At the age of 30 I took a job teaching English in Vietnam and spent 8 months there, followed by a year in China. People that suffer from this problem should avoid China and Asia at ALL costs until they are more confident urinating without privacy! Unfortunately for me, my time in Asia transformed a "slight issue" into a potentially "life-changing problem."
I know that it's not the public toilet or situation that causes the problem, rather my perception and reaction to the situation that creates the problem.
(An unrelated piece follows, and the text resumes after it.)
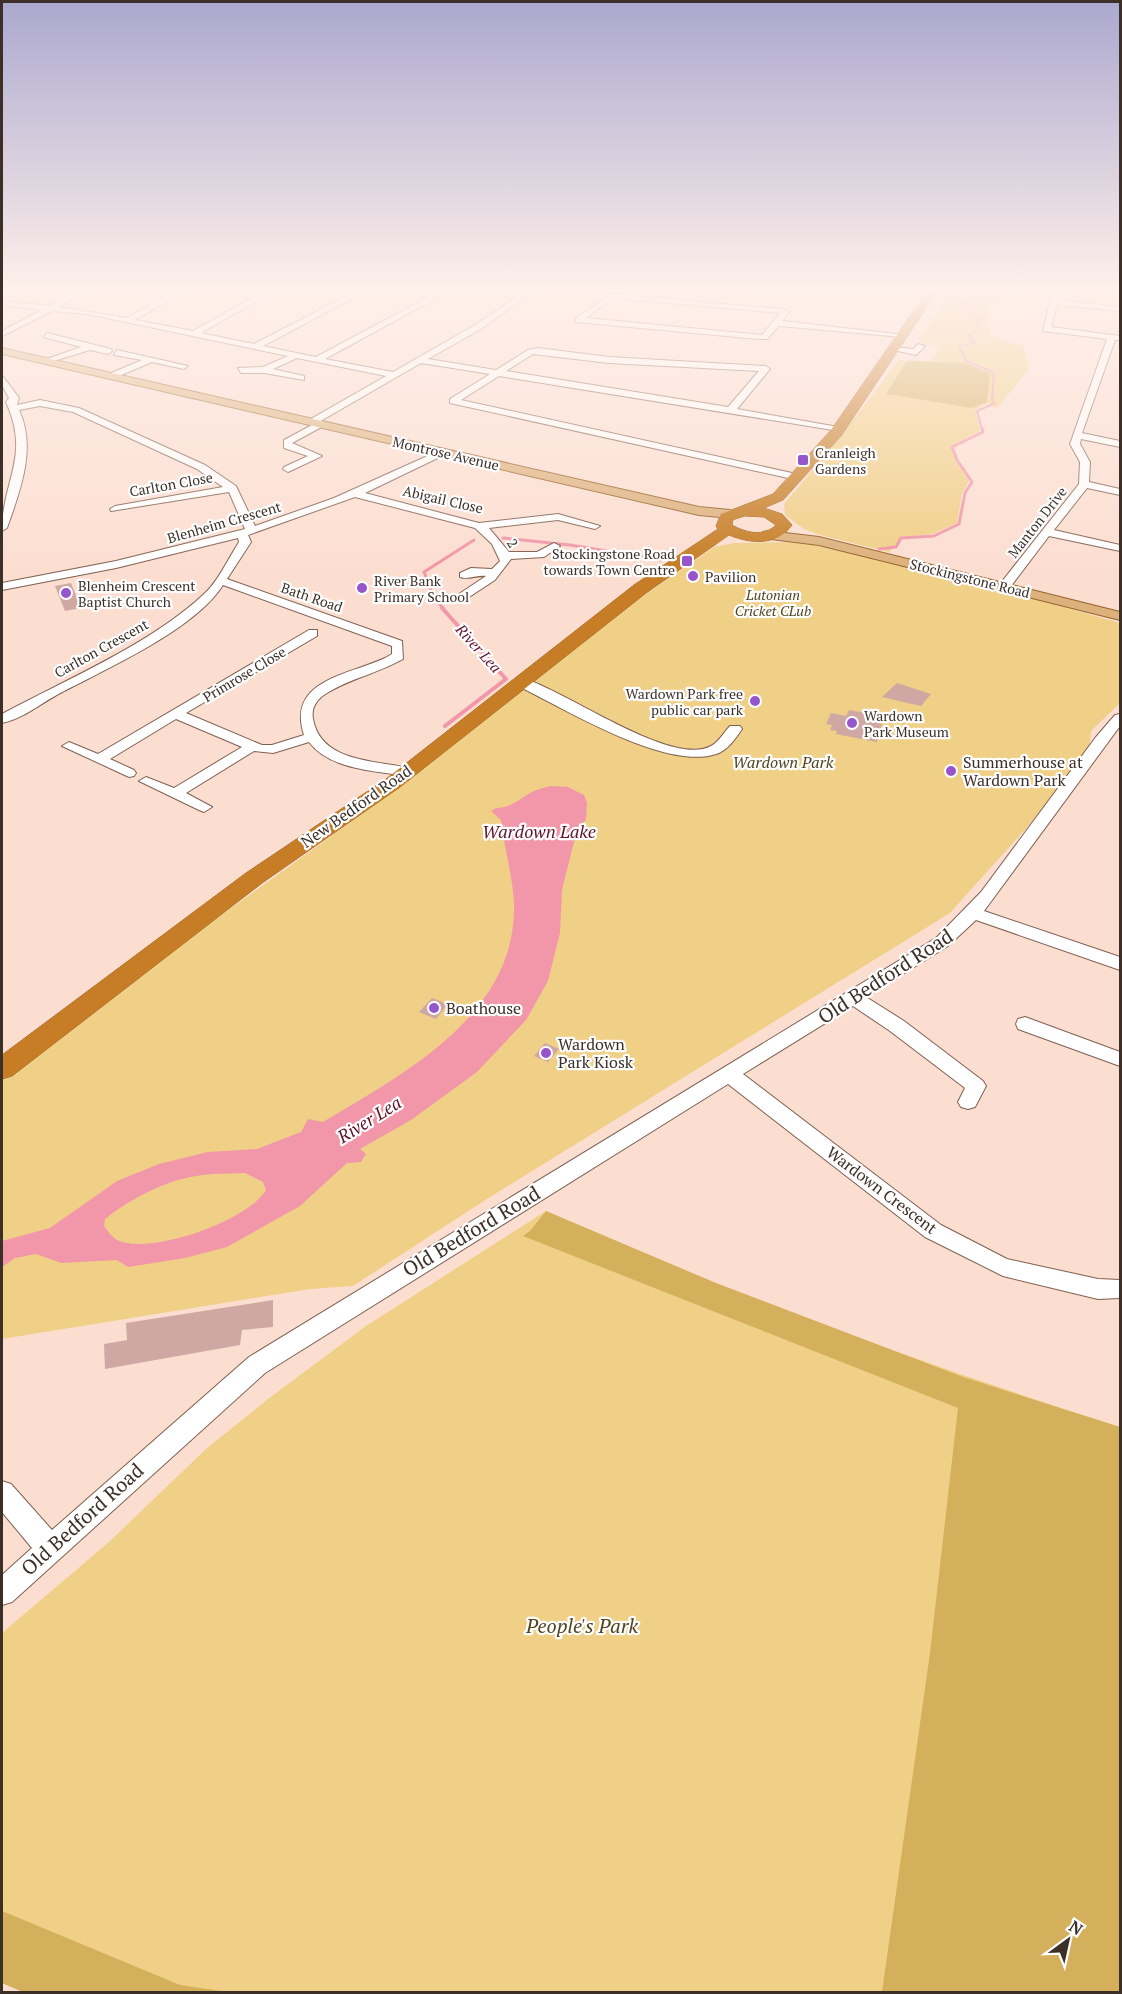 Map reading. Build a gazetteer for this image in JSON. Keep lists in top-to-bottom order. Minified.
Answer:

And I want to make it clear that I still take 100% responsibility for my current condition and the thinking/behaviour that has got me where I am. But let me know tell you about my experience: China was full of undesirable toilets in many ways: 1) Lots and lots of people in every public toilet 2) A live-in cleaner that would keep trying to open the cubicle doors 3) Very few places with full doors that locked 4) Very noisy. 5) Very small and claustrophobic. 6) Lots of time pressure on long distance trips.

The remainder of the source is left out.